Every college student and their family realize that paying for college is a major obstacle and even though the problem of college cost and graduate debt is being talked about in the media and the government, still the cost of college and the average debt continues to rise. The Institute for College Access & Success collected data from 1,057 public and private nonprofit colleges and found that 2/3 of college seniors in 2011 averaged $26,000 of student loan debt. There was great variation between and within states concerning average debt per graduate. However, several trends emerged. Schools located in the Midwest and Northeast have higher average debt, while schools in the West and the South are lower. Private nonprofit colleges have higher average debt than public schools, but there are exceptions caused by factors such as financial aid endowment resources, financial aid packaging policies, and cost of living in the area. It is thought that private for-profit colleges have the highest debt but they are not obligated to share their figures so that data was not available for this study.
There are many factors that contribute to this problem with debt and paying it off upon graduation. When choosing a college, most students and families judge the affordability of each school based on the tuition but don’t consider the full “cost of attendance” which includes cost of books and supplies, living expenses, transportation, and other miscellaneous personal expenses, which can significantly increase the cost of attendance. In terms of loans, federal loans are typically easier to pay off than private loans, which make up about 1/5 of student debt. These private loans have higher interest rates and don’t have basic consumer protection and flexible repayment methods like federal loans do. However, many financial aid offices do not offer counseling to educate students on federal aid availability and some even include private loans in their preliminary financial packages. The majority of undergraduates who take out risky private loans have not used up all of their available federal loan options. Finally, once students graduate, they are faced with a difficult job market and a bad economy, making it difficult to pay all of these loans back.
The unemployment rate for 2011 undergraduates is 8.8% and many of those with jobs are considered underemployed; out of the graduates who wanted to work full time 19.1% were either part-time or had given up looking for a job, and 37.8% of the employed graduates held a job that didn’t require a degree. While a college degree gives graduate a better chance than those with only a high school degree, these employment difficulties make it very difficult for grads to pay off their loans in time.

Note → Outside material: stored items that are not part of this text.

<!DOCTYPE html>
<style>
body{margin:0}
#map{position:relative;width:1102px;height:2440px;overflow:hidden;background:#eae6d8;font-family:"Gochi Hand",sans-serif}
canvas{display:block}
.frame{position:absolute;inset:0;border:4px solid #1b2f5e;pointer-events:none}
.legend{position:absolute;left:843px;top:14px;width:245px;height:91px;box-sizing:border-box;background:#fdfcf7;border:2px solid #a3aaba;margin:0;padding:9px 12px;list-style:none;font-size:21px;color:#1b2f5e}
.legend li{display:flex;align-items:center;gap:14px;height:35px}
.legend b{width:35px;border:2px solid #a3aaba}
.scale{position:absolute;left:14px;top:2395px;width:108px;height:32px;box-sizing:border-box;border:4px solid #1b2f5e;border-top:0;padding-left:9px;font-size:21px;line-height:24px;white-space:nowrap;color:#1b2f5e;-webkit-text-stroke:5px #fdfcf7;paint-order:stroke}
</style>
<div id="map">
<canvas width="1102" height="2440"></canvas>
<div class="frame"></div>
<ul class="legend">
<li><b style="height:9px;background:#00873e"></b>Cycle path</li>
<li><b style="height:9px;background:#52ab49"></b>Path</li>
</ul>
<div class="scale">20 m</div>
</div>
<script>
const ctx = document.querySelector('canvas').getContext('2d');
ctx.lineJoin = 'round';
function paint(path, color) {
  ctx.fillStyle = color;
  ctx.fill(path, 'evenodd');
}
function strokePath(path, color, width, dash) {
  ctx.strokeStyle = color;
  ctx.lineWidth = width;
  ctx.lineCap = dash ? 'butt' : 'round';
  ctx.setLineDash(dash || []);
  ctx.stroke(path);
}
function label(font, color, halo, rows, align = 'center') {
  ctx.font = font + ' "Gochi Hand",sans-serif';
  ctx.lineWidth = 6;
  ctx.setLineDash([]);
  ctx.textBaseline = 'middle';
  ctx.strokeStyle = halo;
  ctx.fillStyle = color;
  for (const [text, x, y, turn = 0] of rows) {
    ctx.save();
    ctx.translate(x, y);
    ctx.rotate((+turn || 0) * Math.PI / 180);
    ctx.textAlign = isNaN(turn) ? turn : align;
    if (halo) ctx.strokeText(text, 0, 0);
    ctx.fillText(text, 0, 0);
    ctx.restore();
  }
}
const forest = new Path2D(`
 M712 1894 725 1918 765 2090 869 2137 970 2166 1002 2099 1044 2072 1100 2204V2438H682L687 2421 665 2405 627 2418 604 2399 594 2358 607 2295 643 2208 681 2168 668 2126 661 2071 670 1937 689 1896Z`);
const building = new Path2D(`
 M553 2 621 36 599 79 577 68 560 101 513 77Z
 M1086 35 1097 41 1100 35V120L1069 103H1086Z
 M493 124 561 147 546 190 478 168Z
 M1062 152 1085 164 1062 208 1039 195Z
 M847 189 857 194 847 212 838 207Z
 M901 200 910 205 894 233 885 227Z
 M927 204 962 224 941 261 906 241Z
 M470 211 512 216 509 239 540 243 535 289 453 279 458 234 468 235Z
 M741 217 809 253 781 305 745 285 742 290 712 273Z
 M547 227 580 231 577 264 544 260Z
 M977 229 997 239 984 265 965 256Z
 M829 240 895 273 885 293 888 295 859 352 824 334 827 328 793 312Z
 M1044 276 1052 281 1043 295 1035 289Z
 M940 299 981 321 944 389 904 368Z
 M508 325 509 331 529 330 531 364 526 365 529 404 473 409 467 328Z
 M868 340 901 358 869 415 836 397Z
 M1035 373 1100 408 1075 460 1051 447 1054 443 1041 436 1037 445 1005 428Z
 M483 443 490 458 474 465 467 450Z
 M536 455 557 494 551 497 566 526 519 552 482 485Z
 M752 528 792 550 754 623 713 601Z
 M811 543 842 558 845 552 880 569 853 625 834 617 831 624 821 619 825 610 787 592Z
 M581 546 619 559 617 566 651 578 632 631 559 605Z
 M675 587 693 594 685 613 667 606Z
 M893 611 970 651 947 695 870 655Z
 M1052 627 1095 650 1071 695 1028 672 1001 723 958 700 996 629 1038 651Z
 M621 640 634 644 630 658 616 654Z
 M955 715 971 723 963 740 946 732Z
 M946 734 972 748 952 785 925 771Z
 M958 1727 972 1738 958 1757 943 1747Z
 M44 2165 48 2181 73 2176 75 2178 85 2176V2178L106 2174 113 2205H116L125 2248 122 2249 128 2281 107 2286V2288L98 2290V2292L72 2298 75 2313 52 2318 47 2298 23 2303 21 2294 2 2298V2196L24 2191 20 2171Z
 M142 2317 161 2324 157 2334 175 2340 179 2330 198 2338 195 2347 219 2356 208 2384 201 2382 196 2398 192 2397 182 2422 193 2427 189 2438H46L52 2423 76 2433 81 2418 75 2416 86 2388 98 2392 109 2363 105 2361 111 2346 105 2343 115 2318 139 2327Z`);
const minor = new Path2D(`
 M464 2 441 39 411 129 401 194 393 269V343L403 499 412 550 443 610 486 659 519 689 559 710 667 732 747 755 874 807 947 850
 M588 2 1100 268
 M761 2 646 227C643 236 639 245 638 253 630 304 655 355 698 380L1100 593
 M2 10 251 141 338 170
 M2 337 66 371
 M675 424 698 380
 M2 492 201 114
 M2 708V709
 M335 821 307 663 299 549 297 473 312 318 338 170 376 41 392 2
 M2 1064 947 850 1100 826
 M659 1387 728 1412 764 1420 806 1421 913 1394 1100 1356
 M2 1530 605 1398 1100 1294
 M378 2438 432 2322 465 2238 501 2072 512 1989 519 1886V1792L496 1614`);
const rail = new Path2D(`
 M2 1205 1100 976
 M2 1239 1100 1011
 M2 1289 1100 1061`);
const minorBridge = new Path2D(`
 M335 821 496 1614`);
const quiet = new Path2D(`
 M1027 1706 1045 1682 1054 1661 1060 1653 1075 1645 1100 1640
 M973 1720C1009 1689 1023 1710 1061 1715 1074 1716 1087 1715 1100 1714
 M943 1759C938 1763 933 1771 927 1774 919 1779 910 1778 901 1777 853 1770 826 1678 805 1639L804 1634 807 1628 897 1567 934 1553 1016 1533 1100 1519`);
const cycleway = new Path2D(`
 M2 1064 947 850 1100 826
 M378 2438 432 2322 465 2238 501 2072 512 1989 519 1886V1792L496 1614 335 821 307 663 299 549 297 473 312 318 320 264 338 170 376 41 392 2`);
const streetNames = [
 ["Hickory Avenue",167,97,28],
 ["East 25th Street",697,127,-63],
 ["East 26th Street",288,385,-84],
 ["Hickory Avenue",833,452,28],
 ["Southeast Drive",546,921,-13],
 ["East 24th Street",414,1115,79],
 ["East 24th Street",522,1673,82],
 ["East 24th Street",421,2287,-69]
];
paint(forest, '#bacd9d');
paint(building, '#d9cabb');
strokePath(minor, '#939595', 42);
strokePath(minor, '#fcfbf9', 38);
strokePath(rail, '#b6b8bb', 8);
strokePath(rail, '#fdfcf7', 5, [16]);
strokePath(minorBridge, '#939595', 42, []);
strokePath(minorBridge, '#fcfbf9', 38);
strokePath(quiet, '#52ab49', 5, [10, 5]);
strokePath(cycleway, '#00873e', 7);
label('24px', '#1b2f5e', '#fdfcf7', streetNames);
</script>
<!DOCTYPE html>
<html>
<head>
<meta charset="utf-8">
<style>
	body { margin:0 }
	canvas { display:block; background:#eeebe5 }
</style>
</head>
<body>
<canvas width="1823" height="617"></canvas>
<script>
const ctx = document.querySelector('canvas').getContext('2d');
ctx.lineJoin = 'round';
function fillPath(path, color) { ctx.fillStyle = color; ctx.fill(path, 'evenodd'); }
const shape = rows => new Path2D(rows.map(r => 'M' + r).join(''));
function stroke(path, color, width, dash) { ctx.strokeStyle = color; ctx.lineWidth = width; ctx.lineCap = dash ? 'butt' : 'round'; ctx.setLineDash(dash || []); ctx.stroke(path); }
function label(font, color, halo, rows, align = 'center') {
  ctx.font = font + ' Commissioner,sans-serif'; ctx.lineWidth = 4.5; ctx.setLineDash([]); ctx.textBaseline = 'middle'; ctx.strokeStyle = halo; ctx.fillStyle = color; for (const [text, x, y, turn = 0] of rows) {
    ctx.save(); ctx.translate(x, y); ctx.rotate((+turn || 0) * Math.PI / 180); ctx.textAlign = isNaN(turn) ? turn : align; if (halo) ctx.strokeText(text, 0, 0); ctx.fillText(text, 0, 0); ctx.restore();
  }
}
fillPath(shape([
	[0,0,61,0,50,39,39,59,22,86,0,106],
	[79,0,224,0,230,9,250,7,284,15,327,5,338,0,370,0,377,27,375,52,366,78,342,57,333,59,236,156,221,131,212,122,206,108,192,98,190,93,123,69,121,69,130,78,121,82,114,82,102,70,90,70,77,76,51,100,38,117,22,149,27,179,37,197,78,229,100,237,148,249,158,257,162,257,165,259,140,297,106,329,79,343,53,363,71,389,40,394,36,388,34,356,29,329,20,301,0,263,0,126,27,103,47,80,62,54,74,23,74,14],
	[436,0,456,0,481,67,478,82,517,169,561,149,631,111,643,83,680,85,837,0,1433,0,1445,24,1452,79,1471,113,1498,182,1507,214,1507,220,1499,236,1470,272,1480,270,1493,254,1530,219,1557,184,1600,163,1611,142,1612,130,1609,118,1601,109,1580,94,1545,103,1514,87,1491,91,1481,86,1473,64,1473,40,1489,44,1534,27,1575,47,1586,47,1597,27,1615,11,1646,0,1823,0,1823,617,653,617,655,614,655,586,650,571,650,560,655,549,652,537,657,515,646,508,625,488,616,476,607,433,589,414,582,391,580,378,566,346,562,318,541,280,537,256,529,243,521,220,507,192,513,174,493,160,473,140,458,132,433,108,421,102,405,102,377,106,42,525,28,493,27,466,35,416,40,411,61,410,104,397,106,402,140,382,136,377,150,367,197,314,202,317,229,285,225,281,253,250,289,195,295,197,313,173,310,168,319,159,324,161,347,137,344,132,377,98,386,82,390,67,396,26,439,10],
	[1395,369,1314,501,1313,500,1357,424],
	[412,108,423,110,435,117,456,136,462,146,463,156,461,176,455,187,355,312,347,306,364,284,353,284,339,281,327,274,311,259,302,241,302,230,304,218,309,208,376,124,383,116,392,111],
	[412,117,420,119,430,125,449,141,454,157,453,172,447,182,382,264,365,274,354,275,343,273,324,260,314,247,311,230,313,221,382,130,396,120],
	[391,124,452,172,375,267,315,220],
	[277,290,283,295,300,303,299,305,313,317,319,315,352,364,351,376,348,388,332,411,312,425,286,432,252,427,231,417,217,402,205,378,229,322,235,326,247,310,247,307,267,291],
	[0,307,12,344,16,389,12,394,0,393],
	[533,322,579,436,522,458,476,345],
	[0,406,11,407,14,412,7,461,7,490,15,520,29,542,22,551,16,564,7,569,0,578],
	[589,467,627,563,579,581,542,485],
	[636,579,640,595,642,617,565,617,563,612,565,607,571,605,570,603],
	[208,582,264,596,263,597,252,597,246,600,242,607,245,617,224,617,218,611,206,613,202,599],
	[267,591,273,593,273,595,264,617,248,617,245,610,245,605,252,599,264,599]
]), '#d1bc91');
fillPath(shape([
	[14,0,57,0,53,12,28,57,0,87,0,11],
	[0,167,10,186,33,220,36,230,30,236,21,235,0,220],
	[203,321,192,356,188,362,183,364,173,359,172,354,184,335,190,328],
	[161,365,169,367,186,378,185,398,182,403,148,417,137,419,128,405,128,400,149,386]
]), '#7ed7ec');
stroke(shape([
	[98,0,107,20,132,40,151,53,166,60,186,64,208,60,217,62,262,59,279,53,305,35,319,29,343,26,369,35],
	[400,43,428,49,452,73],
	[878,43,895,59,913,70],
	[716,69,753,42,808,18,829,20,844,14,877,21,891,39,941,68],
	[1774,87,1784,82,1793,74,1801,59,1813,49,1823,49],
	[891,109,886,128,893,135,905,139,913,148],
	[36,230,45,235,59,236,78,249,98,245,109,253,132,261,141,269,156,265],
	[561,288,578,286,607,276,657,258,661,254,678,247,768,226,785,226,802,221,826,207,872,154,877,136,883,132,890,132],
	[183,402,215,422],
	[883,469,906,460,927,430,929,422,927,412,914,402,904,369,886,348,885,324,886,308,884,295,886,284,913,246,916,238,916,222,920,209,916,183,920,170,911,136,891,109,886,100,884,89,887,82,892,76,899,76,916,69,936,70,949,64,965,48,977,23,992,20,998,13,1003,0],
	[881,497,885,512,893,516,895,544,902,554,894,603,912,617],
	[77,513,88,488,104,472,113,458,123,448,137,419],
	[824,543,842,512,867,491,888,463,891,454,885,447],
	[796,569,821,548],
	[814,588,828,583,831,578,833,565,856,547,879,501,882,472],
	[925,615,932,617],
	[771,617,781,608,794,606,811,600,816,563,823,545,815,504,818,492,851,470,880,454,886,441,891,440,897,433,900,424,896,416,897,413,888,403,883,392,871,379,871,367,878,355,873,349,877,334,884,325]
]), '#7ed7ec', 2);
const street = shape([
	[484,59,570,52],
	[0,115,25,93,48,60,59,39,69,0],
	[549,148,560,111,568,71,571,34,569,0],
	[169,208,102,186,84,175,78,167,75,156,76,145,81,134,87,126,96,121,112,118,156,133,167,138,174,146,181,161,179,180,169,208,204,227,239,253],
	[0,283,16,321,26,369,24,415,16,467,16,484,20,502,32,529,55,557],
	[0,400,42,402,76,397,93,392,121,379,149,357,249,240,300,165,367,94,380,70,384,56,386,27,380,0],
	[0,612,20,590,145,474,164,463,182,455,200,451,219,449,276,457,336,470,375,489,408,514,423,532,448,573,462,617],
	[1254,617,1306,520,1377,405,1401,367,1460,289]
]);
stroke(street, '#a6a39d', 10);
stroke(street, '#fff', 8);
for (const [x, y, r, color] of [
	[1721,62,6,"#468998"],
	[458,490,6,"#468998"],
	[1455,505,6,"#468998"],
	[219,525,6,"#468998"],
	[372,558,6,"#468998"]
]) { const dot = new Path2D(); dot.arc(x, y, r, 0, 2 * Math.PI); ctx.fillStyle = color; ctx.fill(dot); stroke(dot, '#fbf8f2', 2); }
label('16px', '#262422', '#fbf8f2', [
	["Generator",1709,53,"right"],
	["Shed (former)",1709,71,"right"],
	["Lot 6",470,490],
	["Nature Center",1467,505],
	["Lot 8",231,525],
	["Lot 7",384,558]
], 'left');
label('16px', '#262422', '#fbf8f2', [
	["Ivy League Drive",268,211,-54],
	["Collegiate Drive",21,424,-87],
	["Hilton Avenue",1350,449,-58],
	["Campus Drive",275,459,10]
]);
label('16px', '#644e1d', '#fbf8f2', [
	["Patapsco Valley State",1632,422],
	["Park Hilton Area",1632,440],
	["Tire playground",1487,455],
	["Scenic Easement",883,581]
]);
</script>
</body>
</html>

This report made by The Institute for College Access & Success summarized some recommendations from their national policy agenda to address rising student debt. First, they suggest improving and promoting tools that allow students and their families to better assess and compare the affordability of different colleges, such as a college scorecard, net price calculator, and a “shopping sheet”. Also more data needs to be collected on debt at graduation for each college and other statistics. This data would be collected straight from the lender so that the borrower can see all their loans in one place and assess their total student debt. They also want to reduce the need for students to borrow by offering more need-based grant aid and tax credits, which will hopefully reduce the amount of risky private loans that students get. Financial aid offices should also offer counseling so students are aware of all their options and don’t miss out on opportunities for federal loans that are easier to pay off and educating them on helpful repayment options, such as income-based repayment. Hopefully with progressive ideas like these the average student debt will finally start to decrease, giving even more people the opportunity to a college education.
Reference: Reed, Matthew and Debbie Cochrane. “Student Debt and the Class of 2011”. The Project of Student Debt. The Institute for College Access & Success. October 2012, Washington D.C.